- _WHAT TO WORK ON_: Starting at the line with "Seremban Tiga 31</span>", retype each line exactly up to and including the final line of the records below.

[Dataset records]

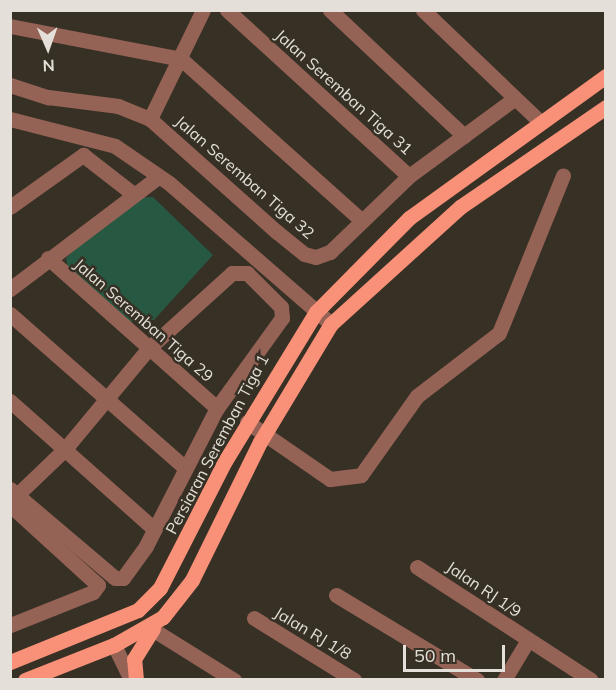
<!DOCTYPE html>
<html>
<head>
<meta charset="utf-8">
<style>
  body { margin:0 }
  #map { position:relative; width:616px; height:690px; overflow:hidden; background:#373025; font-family:Mulish,sans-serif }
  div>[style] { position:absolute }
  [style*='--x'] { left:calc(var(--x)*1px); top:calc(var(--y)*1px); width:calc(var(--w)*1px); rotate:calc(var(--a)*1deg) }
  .green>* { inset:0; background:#265842 }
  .minor>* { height:15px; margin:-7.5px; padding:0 7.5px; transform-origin:7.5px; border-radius:7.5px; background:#956256 }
  .major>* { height:15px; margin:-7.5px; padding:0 7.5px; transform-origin:7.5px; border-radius:7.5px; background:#f99078 }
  span { translate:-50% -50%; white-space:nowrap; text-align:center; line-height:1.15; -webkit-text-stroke:5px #373025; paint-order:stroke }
  .street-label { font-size:16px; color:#e4e0d9 }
  .frame { position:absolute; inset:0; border:12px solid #e4e0d9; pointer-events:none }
  .north { position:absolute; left:18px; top:18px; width:60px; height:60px; -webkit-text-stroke:4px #373025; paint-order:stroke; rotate:178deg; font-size:16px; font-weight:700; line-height:24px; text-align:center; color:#e4e0d9 }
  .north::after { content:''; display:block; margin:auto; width:21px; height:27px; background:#e4e0d9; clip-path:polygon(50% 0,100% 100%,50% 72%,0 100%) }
  .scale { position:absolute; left:403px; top:645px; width:102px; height:27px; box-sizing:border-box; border:3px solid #e4e0d9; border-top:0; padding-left:8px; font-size:18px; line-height:21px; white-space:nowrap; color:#e4e0d9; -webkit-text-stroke:4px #373025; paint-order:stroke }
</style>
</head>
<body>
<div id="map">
  <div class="green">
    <div style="clip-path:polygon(153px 197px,213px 255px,154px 320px,127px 322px,69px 274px,66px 258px,128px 198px)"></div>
  </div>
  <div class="minor">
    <div style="--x:227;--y:10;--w:246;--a:42.4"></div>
    <div style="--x:330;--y:10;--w:184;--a:43.2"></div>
    <div style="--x:423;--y:10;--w:162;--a:43.7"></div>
    <div style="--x:10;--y:26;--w:174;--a:10.9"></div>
    <div style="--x:181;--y:59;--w:243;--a:41.8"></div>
    <div style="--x:10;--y:85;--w:40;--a:18"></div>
    <div style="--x:48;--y:97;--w:71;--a:7.3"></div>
    <div style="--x:118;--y:106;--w:35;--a:22"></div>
    <div style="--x:150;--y:119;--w:170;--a:41.7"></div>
    <div style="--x:277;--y:232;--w:35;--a:39"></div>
    <div style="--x:304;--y:254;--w:12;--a:14"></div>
    <div style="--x:316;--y:257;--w:15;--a:-20"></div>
    <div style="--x:330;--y:252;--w:110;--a:-43.9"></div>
    <div style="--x:409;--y:176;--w:130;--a:-36.3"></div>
    <div style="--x:10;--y:119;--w:108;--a:14.4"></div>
    <div style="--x:115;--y:146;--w:65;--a:34.4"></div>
    <div style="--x:169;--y:183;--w:215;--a:41"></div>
    <div style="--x:150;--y:119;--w:121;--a:-64.1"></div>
    <div style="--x:10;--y:207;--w:90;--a:-35.5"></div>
    <div style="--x:83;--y:155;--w:62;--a:37.8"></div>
    <div style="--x:48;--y:258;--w:226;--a:41.6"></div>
    <div style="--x:10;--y:289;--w:186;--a:-37.1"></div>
    <div style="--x:10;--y:314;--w:233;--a:41.3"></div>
    <div style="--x:10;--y:401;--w:191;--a:41.6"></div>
    <div style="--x:247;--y:422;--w:101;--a:34.5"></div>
    <div style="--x:330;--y:479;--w:31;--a:-7"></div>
    <div style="--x:361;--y:475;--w:97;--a:-54.7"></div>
    <div style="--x:417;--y:396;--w:103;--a:-37.5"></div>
    <div style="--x:499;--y:333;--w:170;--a:-67.9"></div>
    <div style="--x:10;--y:489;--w:9;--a:41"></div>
    <div style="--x:17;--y:495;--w:128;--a:40.3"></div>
    <div style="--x:115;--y:578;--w:8;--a:0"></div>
    <div style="--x:123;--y:578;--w:39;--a:-54"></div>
    <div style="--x:146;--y:546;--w:155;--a:-62.8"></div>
    <div style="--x:217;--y:408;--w:111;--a:-54.2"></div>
    <div style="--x:282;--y:318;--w:11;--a:-95"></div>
    <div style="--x:281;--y:307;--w:48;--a:-135"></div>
    <div style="--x:247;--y:273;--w:15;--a:180"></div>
    <div style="--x:232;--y:273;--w:113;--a:137.9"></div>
    <div style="--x:148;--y:349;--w:130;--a:129.7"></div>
    <div style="--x:65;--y:449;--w:66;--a:136.2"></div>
    <div style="--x:10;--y:505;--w:119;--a:42.3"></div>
    <div style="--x:98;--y:585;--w:9;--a:126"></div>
    <div style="--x:93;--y:592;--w:89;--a:158.3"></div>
    <div style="--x:417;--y:567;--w:207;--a:33"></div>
    <div style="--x:336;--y:595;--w:165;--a:31.1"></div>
    <div style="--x:254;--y:618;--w:118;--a:31.8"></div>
    <div style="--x:152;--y:629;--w:97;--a:31.9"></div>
    <div style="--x:114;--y:645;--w:39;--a:64"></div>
    <div style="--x:504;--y:680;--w:47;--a:-59"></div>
  </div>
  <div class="major">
    <div style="--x:10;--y:662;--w:138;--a:-22.1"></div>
    <div style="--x:138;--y:610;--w:31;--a:-45"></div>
    <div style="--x:160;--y:588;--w:143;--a:-62.9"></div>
    <div style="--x:225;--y:461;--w:175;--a:-58.6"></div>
    <div style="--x:316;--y:312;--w:132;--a:-45.3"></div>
    <div style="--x:409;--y:218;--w:243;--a:-35.8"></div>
    <div style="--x:25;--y:680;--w:96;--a:-21.5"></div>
    <div style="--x:114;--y:645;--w:56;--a:-29.7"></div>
    <div style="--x:163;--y:617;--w:47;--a:-51.9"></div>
    <div style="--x:192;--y:580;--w:154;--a:-63.8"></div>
    <div style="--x:260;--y:442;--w:138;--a:-59"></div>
    <div style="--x:331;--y:324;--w:174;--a:-42.2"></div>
    <div style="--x:460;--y:207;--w:177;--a:-34.4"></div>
    <div style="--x:136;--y:680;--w:21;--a:-95"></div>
    <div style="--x:134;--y:659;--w:36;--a:-58"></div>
  </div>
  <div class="street-label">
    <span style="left:344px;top:92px;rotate:42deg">Jalan Seremban Tiga 31</span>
    <span style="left:245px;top:177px;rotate:41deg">Jalan Seremban Tiga 32</span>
    <span style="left:144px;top:320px;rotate:41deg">Jalan Seremban Tiga 29</span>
    <span style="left:217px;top:444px;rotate:-62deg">Persiaran Seremban Tiga 1</span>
    <span style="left:484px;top:589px;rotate:34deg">Jalan RJ 1/9</span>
    <span style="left:313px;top:633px;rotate:31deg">Jalan RJ 1/8</span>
  </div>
  <div class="frame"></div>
  <div class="north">N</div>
  <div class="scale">50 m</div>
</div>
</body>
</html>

- _RESPONSE FOR THIS EXERCISE_:
    <span style="left:344px;top:92px;rotate:42deg">Jalan Seremban Tiga 31</span>
    <span style="left:245px;top:177px;rotate:41deg">Jalan Seremban Tiga 32</span>
    <span style="left:144px;top:320px;rotate:41deg">Jalan Seremban Tiga 29</span>
    <span style="left:217px;top:444px;rotate:-62deg">Persiaran Seremban Tiga 1</span>
    <span style="left:484px;top:589px;rotate:34deg">Jalan RJ 1/9</span>
    <span style="left:313px;top:633px;rotate:31deg">Jalan RJ 1/8</span>
  </div>
  <div class="frame"></div>
  <div class="north">N</div>
  <div class="scale">50 m</div>
</div>
</body>
</html>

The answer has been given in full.